-- Data supplied --
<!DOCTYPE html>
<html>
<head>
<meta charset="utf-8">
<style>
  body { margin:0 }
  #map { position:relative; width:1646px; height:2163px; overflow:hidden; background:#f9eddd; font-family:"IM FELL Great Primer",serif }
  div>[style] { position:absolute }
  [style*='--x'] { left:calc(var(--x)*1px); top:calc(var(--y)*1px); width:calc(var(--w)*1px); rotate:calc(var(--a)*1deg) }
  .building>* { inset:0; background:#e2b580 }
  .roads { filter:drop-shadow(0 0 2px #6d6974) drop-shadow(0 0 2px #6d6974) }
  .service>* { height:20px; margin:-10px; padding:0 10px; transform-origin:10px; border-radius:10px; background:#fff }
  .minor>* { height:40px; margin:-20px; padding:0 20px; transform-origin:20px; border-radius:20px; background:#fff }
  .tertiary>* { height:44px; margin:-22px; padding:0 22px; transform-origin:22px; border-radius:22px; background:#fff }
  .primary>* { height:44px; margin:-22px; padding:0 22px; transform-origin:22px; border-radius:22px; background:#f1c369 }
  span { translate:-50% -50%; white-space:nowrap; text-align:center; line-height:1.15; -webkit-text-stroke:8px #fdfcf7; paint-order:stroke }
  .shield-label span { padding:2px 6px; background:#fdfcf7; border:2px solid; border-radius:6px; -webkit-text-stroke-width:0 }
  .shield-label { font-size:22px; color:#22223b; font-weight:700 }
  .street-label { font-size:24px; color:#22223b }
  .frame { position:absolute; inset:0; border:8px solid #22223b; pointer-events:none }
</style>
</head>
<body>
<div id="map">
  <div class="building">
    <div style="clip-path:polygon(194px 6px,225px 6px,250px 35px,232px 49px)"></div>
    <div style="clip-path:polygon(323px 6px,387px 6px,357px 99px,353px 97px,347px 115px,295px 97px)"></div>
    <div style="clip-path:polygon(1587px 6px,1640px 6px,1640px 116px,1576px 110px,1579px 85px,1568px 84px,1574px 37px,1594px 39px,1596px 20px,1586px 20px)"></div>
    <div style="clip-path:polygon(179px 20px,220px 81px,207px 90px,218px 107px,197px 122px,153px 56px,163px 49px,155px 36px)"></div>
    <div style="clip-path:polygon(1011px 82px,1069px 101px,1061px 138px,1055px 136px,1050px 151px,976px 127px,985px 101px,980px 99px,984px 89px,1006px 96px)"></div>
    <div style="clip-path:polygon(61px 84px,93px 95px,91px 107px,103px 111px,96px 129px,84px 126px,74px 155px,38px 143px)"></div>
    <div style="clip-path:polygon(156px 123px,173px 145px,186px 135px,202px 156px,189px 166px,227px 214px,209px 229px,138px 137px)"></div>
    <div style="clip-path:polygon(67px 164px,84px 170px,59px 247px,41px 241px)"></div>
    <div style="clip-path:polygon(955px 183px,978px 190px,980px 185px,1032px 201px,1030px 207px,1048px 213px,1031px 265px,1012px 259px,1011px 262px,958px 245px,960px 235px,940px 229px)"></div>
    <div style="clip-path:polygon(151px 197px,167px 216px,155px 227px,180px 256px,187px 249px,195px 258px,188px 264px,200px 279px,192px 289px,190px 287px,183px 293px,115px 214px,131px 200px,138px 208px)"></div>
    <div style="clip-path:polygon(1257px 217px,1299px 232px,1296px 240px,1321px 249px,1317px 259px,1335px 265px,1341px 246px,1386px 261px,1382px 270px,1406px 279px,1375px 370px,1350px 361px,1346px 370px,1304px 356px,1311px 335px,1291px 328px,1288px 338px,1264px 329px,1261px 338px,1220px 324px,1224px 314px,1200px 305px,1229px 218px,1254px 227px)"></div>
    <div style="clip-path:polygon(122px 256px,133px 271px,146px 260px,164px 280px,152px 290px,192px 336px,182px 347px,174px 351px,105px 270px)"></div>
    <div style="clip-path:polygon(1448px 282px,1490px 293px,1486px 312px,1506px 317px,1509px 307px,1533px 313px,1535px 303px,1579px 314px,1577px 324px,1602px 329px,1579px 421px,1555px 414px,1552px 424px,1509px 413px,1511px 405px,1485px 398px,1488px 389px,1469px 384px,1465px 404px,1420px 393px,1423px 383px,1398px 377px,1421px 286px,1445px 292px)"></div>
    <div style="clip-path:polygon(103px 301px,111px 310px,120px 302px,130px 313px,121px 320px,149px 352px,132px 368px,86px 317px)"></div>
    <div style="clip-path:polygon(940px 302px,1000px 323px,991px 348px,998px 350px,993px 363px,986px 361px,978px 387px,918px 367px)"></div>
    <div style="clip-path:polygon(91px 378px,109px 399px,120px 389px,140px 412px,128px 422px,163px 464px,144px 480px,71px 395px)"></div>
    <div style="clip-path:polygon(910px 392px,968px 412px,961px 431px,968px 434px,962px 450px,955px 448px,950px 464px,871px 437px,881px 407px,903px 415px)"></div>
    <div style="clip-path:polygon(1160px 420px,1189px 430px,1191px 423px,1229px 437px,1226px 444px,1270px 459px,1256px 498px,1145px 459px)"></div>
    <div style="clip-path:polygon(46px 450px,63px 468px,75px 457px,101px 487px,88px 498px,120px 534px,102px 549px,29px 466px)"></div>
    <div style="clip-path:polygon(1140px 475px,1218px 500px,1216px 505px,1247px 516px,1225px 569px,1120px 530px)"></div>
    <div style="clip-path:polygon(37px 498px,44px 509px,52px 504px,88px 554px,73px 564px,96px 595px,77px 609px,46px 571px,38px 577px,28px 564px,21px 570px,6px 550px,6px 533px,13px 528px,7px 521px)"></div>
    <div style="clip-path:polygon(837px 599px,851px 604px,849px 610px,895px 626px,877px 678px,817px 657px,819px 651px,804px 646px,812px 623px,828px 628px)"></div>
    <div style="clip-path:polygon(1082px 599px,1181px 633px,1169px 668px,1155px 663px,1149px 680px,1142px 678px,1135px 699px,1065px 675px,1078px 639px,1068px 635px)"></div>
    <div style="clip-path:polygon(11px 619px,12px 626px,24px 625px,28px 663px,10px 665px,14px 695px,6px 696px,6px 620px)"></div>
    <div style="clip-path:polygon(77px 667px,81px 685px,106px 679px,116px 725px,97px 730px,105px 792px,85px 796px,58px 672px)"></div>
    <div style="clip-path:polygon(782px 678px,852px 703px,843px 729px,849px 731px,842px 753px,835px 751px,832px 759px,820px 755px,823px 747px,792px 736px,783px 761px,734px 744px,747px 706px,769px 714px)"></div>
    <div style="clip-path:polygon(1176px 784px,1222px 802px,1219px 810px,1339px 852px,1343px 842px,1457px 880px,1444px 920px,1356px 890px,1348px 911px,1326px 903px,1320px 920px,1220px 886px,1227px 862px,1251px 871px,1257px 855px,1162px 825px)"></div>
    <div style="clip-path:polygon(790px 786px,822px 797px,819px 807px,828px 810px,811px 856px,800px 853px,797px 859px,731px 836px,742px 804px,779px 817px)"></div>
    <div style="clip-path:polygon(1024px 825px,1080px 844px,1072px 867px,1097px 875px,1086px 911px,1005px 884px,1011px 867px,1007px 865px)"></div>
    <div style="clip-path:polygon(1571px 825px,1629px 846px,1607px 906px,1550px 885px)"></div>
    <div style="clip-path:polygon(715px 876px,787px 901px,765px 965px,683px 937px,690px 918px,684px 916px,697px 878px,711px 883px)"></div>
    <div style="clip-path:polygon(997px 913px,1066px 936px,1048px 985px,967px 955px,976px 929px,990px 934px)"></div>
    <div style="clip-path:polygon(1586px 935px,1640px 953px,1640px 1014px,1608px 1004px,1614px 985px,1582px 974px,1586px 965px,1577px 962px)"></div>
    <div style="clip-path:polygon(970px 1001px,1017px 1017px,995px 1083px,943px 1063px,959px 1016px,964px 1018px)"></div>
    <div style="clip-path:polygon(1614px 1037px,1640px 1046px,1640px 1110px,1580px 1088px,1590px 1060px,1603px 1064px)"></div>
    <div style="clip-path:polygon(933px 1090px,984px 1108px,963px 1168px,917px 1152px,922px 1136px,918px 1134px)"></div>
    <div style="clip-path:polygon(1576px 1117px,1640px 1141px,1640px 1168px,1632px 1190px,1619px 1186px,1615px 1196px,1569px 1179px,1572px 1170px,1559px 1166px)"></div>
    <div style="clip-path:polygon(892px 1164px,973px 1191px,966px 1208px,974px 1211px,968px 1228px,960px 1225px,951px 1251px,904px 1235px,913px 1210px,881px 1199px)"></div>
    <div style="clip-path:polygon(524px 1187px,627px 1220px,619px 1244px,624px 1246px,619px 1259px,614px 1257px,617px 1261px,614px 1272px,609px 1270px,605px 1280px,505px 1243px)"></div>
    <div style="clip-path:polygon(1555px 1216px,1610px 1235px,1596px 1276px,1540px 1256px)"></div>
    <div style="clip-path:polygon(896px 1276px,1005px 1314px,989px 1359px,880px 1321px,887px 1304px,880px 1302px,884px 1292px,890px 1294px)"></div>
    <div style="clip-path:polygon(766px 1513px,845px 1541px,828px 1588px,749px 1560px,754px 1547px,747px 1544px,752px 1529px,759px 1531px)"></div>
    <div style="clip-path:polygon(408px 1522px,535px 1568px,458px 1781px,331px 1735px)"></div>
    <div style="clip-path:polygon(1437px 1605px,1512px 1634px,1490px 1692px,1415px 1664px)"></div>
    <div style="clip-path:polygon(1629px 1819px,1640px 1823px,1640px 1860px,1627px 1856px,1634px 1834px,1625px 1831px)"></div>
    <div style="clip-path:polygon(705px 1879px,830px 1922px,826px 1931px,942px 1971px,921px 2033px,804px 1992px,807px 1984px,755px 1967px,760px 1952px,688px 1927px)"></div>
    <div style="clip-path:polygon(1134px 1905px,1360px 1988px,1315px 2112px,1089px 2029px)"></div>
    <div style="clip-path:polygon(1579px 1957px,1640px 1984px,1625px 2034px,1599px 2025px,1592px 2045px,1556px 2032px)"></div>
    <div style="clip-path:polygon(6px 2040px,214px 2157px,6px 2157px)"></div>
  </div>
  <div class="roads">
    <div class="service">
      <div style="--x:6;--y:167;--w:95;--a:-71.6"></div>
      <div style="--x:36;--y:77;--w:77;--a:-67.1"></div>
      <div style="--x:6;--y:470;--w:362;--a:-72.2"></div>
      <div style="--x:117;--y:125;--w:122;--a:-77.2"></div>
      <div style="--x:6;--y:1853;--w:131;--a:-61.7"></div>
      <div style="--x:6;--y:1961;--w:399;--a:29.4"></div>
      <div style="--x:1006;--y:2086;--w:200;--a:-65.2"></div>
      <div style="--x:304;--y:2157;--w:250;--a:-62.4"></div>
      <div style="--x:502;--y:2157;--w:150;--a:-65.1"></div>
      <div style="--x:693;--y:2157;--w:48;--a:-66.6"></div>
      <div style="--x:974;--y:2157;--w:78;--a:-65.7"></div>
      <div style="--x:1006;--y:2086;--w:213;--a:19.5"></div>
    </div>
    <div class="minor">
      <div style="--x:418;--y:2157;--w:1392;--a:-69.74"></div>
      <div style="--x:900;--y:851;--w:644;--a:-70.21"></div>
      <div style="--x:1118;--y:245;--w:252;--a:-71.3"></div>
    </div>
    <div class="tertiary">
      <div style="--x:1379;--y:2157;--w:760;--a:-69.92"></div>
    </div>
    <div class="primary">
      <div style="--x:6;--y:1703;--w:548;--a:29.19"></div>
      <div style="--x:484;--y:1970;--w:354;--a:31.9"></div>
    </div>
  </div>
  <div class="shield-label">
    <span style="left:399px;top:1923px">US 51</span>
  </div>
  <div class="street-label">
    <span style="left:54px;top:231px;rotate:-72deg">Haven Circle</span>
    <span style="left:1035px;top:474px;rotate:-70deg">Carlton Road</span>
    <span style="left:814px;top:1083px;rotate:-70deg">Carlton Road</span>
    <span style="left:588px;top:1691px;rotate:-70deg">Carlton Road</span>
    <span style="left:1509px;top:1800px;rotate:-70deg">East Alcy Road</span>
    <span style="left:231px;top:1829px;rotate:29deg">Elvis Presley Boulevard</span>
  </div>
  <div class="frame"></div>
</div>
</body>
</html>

-- The problem --
Reproduce the records above exactly, from the first line through the line containing "filter:drop-shadow(0 0 2px", and output nothing else.

-- Reply --
<!DOCTYPE html>
<html>
<head>
<meta charset="utf-8">
<style>
  body { margin:0 }
  #map { position:relative; width:1646px; height:2163px; overflow:hidden; background:#f9eddd; font-family:"IM FELL Great Primer",serif }
  div>[style] { position:absolute }
  [style*='--x'] { left:calc(var(--x)*1px); top:calc(var(--y)*1px); width:calc(var(--w)*1px); rotate:calc(var(--a)*1deg) }
  .building>* { inset:0; background:#e2b580 }
  .roads { filter:drop-shadow(0 0 2px #6d6974) drop-shadow(0 0 2px #6d6974) }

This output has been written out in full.